We’ve reconvened after my screening of The Odyssey, in which Bernthal — surprise! — makes a meal of his handful of scenes. The bulk of his screen time is once again with Holland, who portrays Odysseus’ son, Telemachus, as he nervously seeks out Menelaus for news of his father’s fate after the war. Bernthal’s big scene is set at a banquet, with Menelaus sitting between his wife, a stoic Helen of Troy (Lupita Nyong’o), and Telemachus. The set piece builds toward the kind of expression of barely concealed rage and pain that Bernthal has plenty of experience with.

Menelaus’ outburst in this scene highlights the state of his broken marriage. Bernthal says, “Lupita and I wanted to dig into the wound of, how can we take these epic characters in this epic scene, in this unbelievably grand setting, and show the festering rot of a relationship that is so unbelievably relatable to a modern audience — and to people who are in very complicated relationships everywhere?”

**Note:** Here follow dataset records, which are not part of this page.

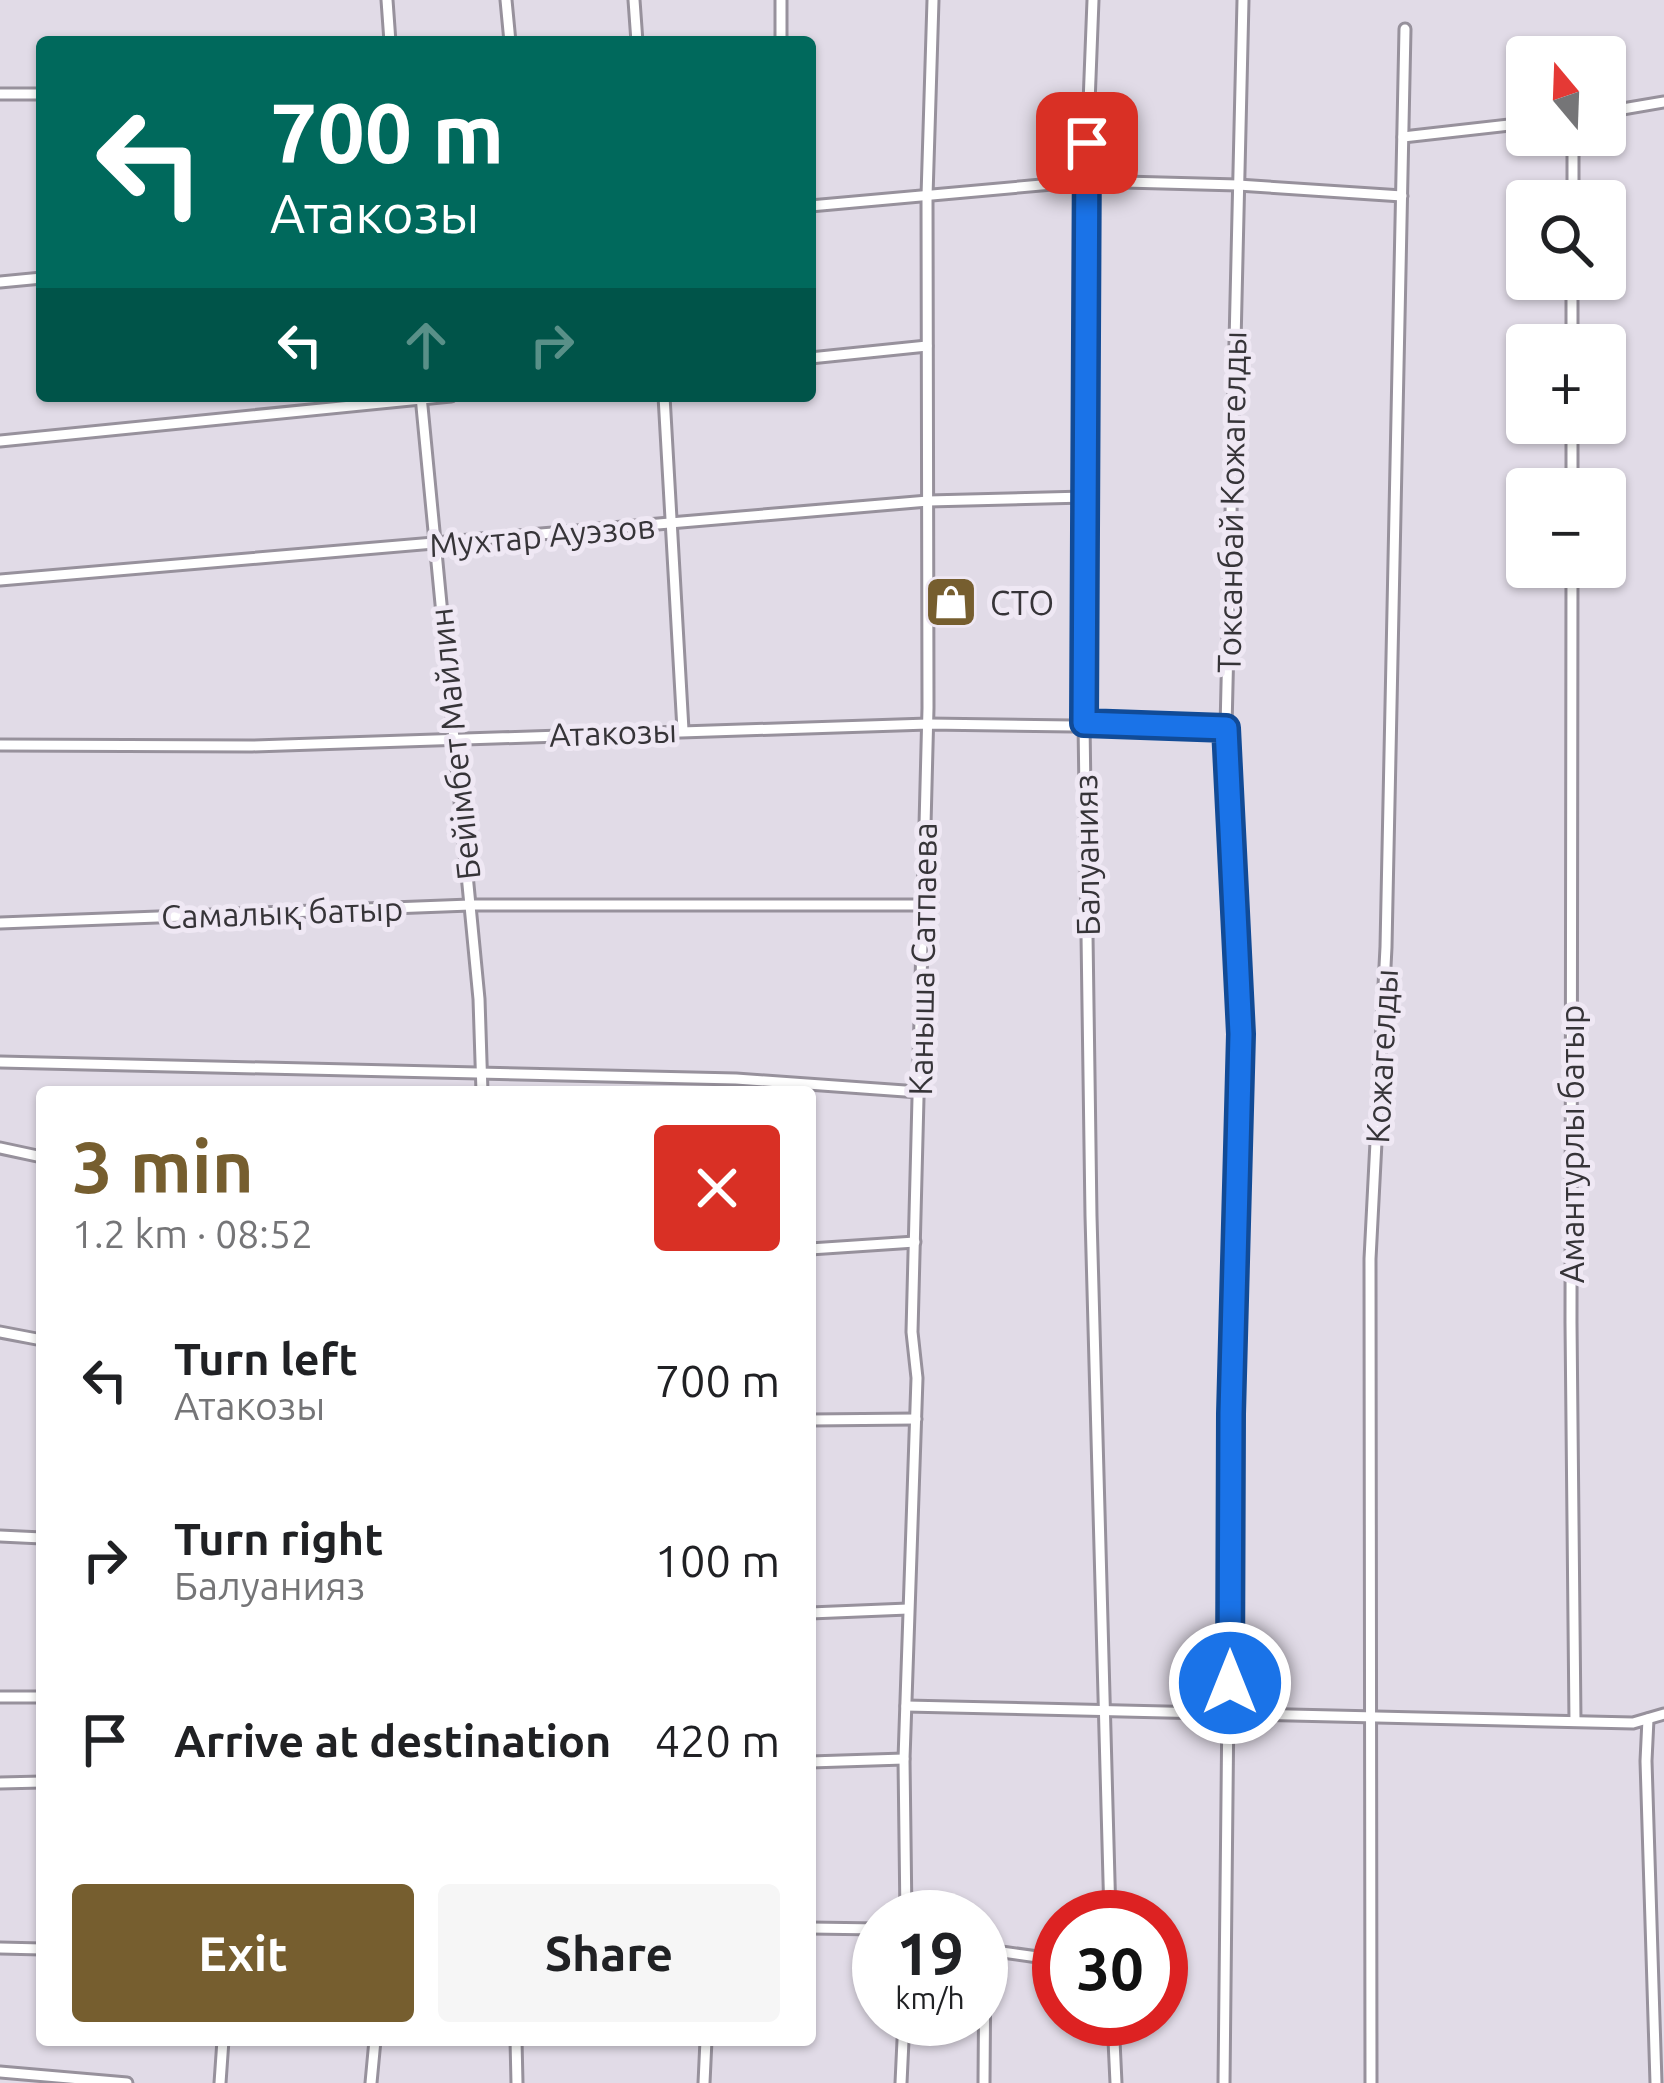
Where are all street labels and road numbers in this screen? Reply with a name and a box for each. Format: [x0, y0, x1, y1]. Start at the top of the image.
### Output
street label: Токсанбай Кожагелды [1210, 331, 1252, 673]
street label: Мухтар Ауэзов [427, 507, 657, 563]
street label: Бейімбет Майлин [421, 606, 487, 882]
street label: Атакозы [548, 711, 678, 753]
street label: Балуанияз [1066, 774, 1106, 936]
street label: Каныша Сатпаева [901, 822, 943, 1096]
street label: Самалық батыр [160, 889, 404, 935]
street label: Кожагелды [1358, 968, 1404, 1144]
street label: Амантурлы батыр [1553, 1005, 1590, 1283]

Commentators like Elon Musk and Matt Walsh have baselessly claimed on X that Oscar winner Nyong’o, who’s toplined box office hits like Us and A Quiet Place: Day One, was cast because of her race, setting off a wide “woke” backlash to The Odyssey on the internet’s far right. “I haven’t read any of that stuff — I’ve heard rumblings of it — and for me, it’s like, we’re making comments about a movie that people haven’t seen. It’s crazy,” Bernthal says. “Besides being unparalleled in her beauty, Lupita is able to convey so much through so little. I’m just so glad it was her, and I can’t imagine anybody else playing that part.”

He and Nyong’o came in aware of the need to deliver for a master filmmaker. Bernthal knows that feeling well. But he’s also learned from moments of not delivering.

In the late 2000s, he auditioned for Michael Mann’s Public Enemies, and Mann said to him, “You’ve got a great look, but if Robert De Niro were here, he’d hit you with an acting bat because you’re just a terrible actor.” At the time, Bernthal felt crushed. Does an experience like that stay with him?

Bernthal shakes his head — and then recites Mann’s blistering quote for me almost exactly as he did in 2018 to Esquire. “So clearly, it stayed with me,” he cracks. For the record, Mann subsequently tapped Bernthal to star in a Vietnam War project that didn’t move forward. “He offered me a TV series, to be the lead,” Bernthal says. “So I’ve gotten to know Michael since then.”

The painful memory appears to move Bernthal as we wind down our time together. It speaks to his larger philosophy about acting, about putting himself out there, about taking charge of his own fate. “I’m capable of being shitty, dude, but I want to be a home-run hitter — I want to take big swings, I don’t want to ever be afraid of striking out, I don’t want to play it safe,” he says. “I don’t want to inch toward the truth without going too far because I don’t want to go too big. Fuck that. I want to give you everything.”